A cette date en effet :
* La condamnation du jugement au 30 septembre 2023 était inconnue pour l’entreprise : ce jugement n’ayant ni été notifié, ni signifié à la société NEWIMMO si bien que les délais susceptibles de courir pour faire appel n’était pas expirés et qu’un appel aurait rendu la créance incertaine.
* La créance de TVA d’avril 2023 n’est corroborée que par la déclaration de créance de la DGFIP (pièce n° 6 de la demanderesse) sans que le rôle indiqué dans la déclaration et correspondant à cette créance ne soit fourni si bien qu’il n’est pas possible de la considérée comme certaine.
* Le moratoire fiscal concernant l’échelonnement de la dette liée à un redressement fiscal initialement de 4704€ prévoyait 6 règlements de 784€, sachant que les échéances de juin juillet aout ont été payées et qu’en cas de « défaut de paiement d’une échéance le plan de règlement sera caduc et le recouvrement forcé engagé » (pièce n° 9 de la demanderesse).
Or au 30 septembre 2023, le recouvrement forcé du solde du de 2352€ ne pouvait être engagé compte tenu de la date d’échéance au 25 septembre.
En ce qui concerne la cotisation Probtp, la déclaration de créance transmise par le liquidateur judiciaire ne comporte aucune pièce justificative, si bien qu’il n’est pas possible de savoir si ces cotisations étaient réellement dues au 30 septembre 2023.

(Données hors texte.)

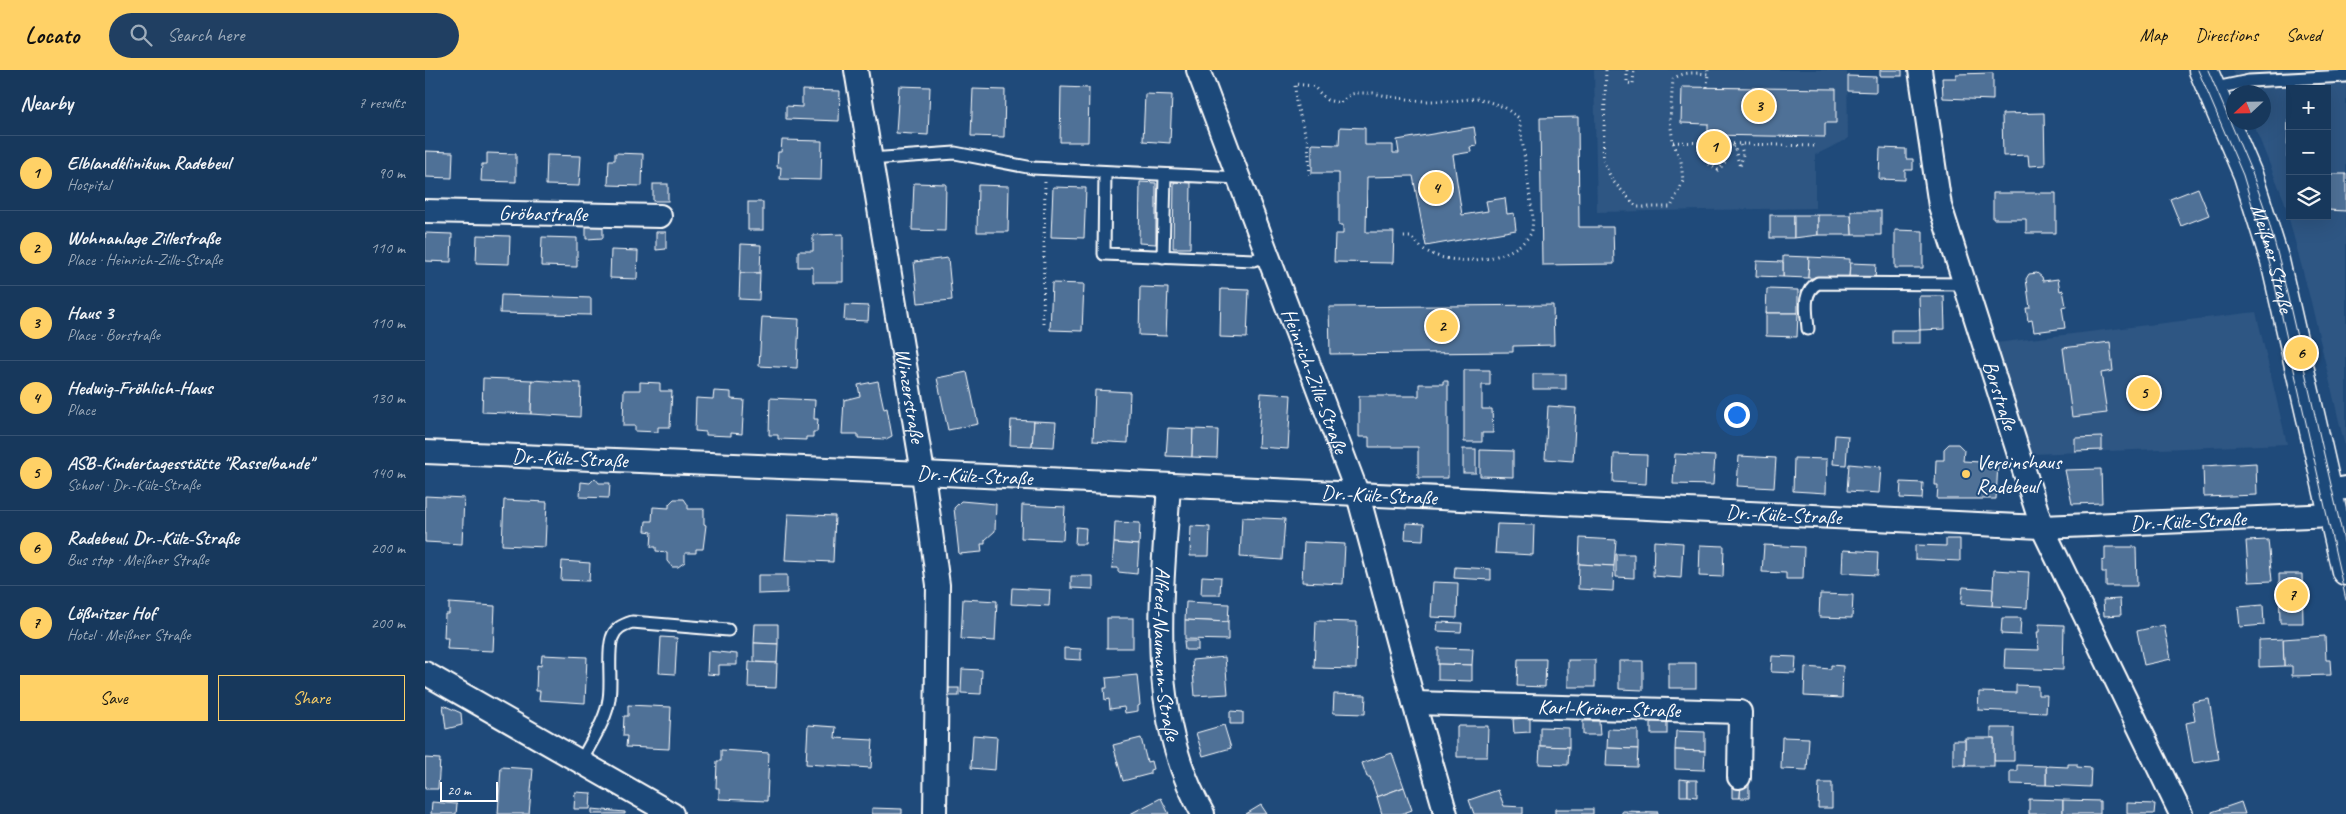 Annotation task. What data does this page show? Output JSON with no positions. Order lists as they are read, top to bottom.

On ne peut donc considérer cette créance comme certaine
Ces dettes totales certaines et exigibles de 4750,74€ au 30 septembre 2023 ne caractérisent pas nécessairement un état de cessation de paiement.
En effet, selon la jurisprudence en la matière, le juge saisi d’une demande de report doit, pour apprécier la date de cessation des paiements, se placer, non au jour où il statue, mais à celui auquel est envisagé le report de la date de cessation des paiements. (Cass. Com 9 décembre 2020, n°19-14.437).

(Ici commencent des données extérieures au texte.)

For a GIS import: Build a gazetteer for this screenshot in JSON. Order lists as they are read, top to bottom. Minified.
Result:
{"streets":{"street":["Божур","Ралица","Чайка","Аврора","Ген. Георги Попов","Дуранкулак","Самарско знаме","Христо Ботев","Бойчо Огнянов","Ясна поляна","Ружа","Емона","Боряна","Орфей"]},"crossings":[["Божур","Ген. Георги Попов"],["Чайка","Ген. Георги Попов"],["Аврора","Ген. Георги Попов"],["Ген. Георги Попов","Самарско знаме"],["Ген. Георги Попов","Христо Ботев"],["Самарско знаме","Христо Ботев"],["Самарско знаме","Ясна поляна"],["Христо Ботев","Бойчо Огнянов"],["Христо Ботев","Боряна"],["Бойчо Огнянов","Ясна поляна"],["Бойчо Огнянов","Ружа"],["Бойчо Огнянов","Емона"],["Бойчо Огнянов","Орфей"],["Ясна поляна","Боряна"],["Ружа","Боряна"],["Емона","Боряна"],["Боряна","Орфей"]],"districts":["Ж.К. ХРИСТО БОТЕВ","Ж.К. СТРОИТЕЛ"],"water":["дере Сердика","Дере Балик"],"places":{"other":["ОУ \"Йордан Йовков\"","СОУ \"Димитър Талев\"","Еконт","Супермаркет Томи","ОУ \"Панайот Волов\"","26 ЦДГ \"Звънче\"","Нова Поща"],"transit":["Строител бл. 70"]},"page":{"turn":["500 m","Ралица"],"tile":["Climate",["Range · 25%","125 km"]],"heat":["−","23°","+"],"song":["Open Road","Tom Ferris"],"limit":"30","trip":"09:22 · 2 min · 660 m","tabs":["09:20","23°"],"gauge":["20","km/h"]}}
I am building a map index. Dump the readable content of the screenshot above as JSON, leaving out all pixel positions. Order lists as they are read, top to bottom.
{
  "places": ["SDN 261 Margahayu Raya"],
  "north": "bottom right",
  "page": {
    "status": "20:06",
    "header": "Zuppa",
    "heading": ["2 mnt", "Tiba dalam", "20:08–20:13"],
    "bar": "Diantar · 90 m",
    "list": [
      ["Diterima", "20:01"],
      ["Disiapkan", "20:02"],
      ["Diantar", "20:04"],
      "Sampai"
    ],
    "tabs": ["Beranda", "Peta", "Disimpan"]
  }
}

Or, en l’espèce la société NEWIMMO pouvait tout à fait estimer qu’il s’agissait de difficultés passagères en raison de la perspective d’un chantier important.

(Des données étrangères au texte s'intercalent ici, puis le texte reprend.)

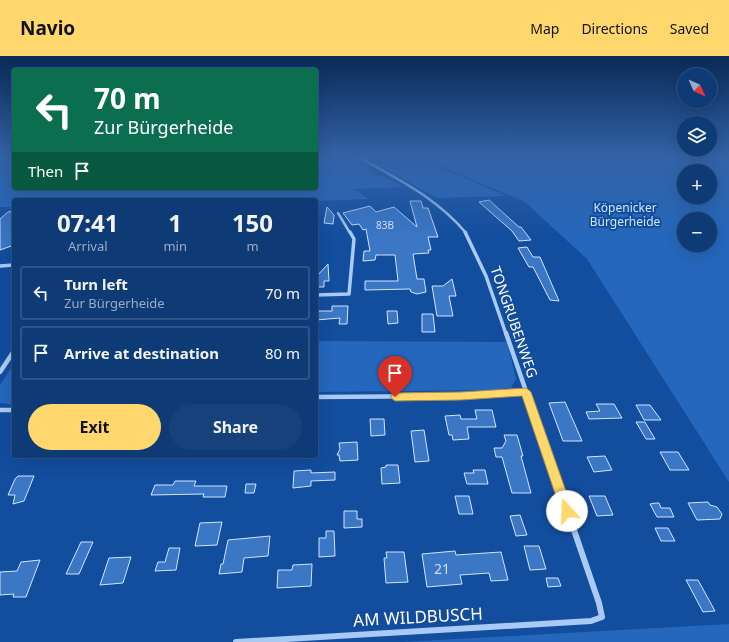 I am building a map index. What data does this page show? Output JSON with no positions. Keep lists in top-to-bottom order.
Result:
{
  "streets": {
    "street": ["TONGRUBENWEG", "AM WILDBUSCH"]
  },
  "crossings": [
    ["TONGRUBENWEG", "AM WILDBUSCH"]
  ],
  "parks": ["Köpenicker Bürgerheide"],
  "house_numbers": ["83B", "21"],
  "north": "bottom right",
  "page": {
    "header": "Navio",
    "nav": ["Map", "Directions", "Saved"],
    "map_buttons": ["+", "−"],
    "turn": ["70 m", "Zur Bürgerheide"],
    "then": "Then",
    "eta": [
      "07:41",
      "Arrival",
      "1",
      "min",
      "150",
      "m"
    ],
    "list": [
      {
        "name": "Turn left",
        "note": "Zur Bürgerheide",
        "value": "70 m"
      },
      {
        "name": "Arrive at destination",
        "value": "80 m"
      }
    ],
    "buttons": ["Exit", "Share"]
  }
} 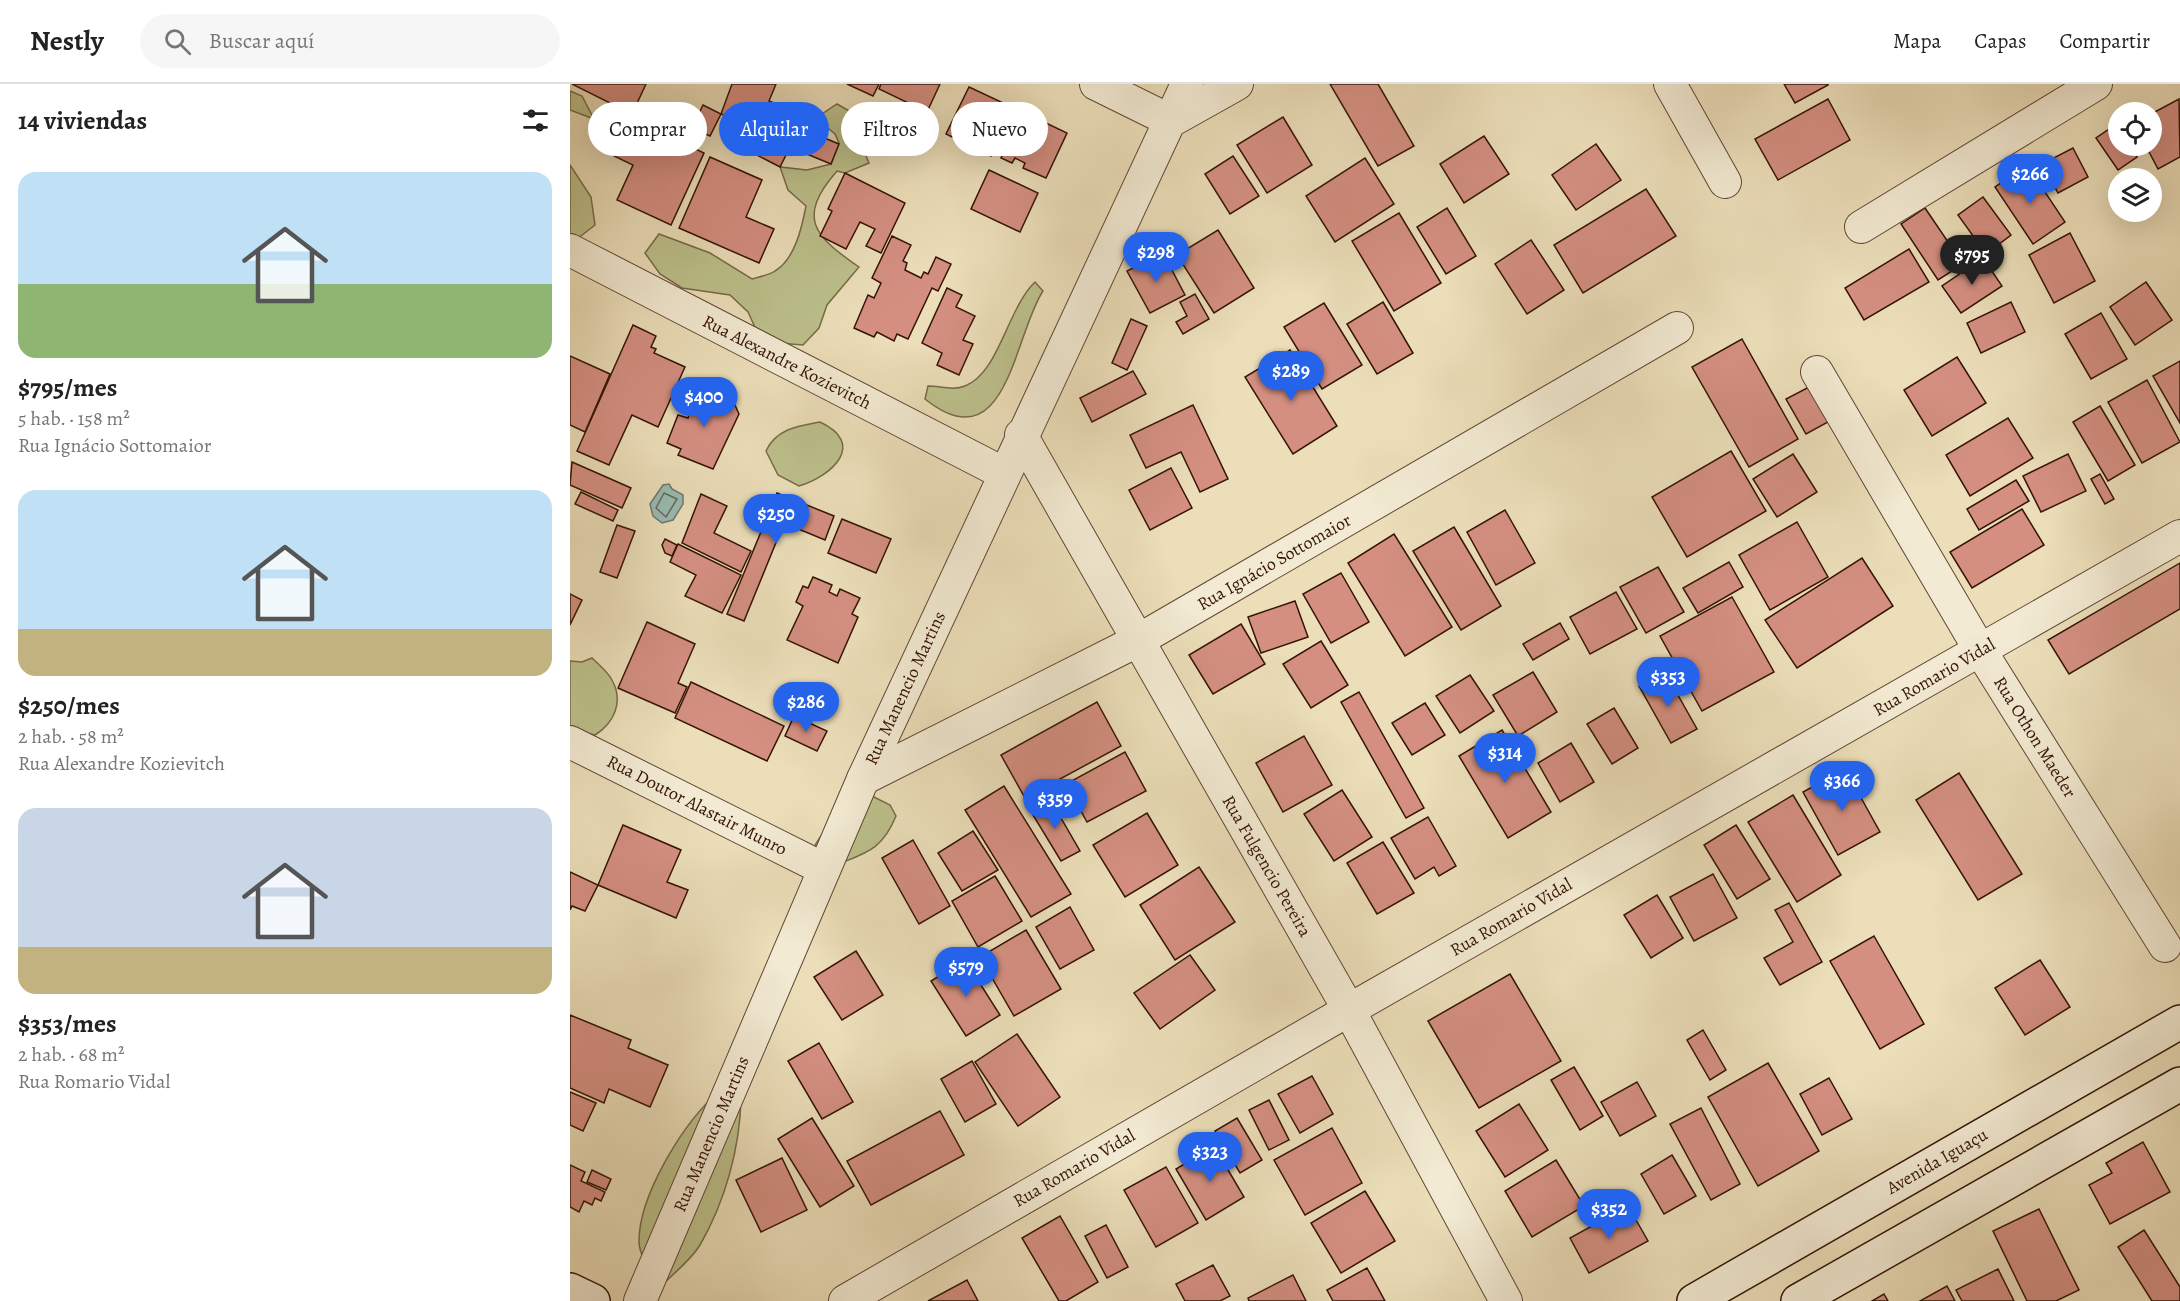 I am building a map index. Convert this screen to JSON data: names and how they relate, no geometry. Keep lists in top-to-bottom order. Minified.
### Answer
{"streets":{"street":["Rua Alexandre Kozievitch","Rua Ignácio Sottomaior","Rua Romario Vidal","Rua Manencio Martins","Rua Othon Maeder","Rua Doutor Alastair Munro","Rua Fulgencio Pereira","Avenida Iguaçu"]},"crossings":[["Rua Alexandre Kozievitch","Rua Manencio Martins"],["Rua Ignácio Sottomaior","Rua Manencio Martins"],["Rua Ignácio Sottomaior","Rua Fulgencio Pereira"],["Rua Romario Vidal","Rua Othon Maeder"],["Rua Romario Vidal","Rua Fulgencio Pereira"],["Rua Manencio Martins","Rua Doutor Alastair Munro"],["Rua Manencio Martins","Rua Fulgencio Pereira"]],"page":{"header":"Nestly","search":"Buscar aquí","nav":["Mapa","Capas","Compartir"],"heading":"14 viviendas","chip":["Comprar","Alquilar","Filtros","Nuevo"],"price":["$266","$298","$795","$289","$400","$250","$353","$286","$314","$366","$359","$579","$323","$352"],"list":[{"name":"$795/mes","note":"5 hab. · 158 m² · Rua Ignácio Sottomaior"},{"name":"$250/mes","note":"2 hab. · 58 m² · Rua Alexandre Kozievitch"},{"name":"$353/mes","note":"2 hab. · 68 m² · Rua Romario Vidal"}]}}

En effet, au regard du mail de Monsieur, [Q], [U] adressé à Monsieur, [B], [M] le 11/11/2023 et produit en pièce n°4 du défendeur, ce n’est qu’à cette date du 11/11/2023 que Monsieur, [B], [M] a compris qu’aucune suite ne serait finalement donné à ce projet.
Compte tenu de ce qui précède au 30 septembre 2023, l’état de cessation de paiement n’était pas caractérisé ;
En conséquence la demande de report de la date de cessation des paiements présentée par la SELARL MJ ALPES, ès qualités de liquidateur judiciaire de la société NEWIMMO sera rejetée.
La SELARL MJ ALPES, ès qualités de liquidateur judiciaire de la société NEWIMMO sera condamnée à régler la somme de 1.000 € à Monsieur, [B], [M], au titre de l’article 700 du code de procédure civile, ainsi qu’aux entiers dépens.
Les parties seront déboutées du surplus de leurs demandes.
PAR CES MOTIFS
Le Tribunal statuant publiquement, par décision contradictoire et en premier ressort :
Vu l’article 455 du Code de Procédure Civile,
Vu les articles L 631-8, R 631-13 et R 641-9 du Code de commerce,
Vu les pièces des parties à l’appui de leurs prétentions,
Vu le rapport du Juge Commissaire,
Le Ministère Public entendu,
Rejette la demande de report de la date de cessation des paiements présentée par la SELARL MJ ALPES, ès qualités de liquidateur judiciaire de la société NEWIMMO.
Condamne La SELARL MJ ALPES, ès qualités de liquidateur judiciaire de la société NEWIMMO à régler la somme de 1.000 € à Monsieur, [B], [M], au titre de l’article 700 du code de procédure civile.
Déboute les parties du surplus de leurs demandes.
Ordonne l’emploi des dépens en frais privilégiés de liquidation judiciaire.
Le Greffier
Le Président
Signe electroniquement par Brigitte DUBOIS
Signe electroniquement par Clementine FAURE, commis-greffier.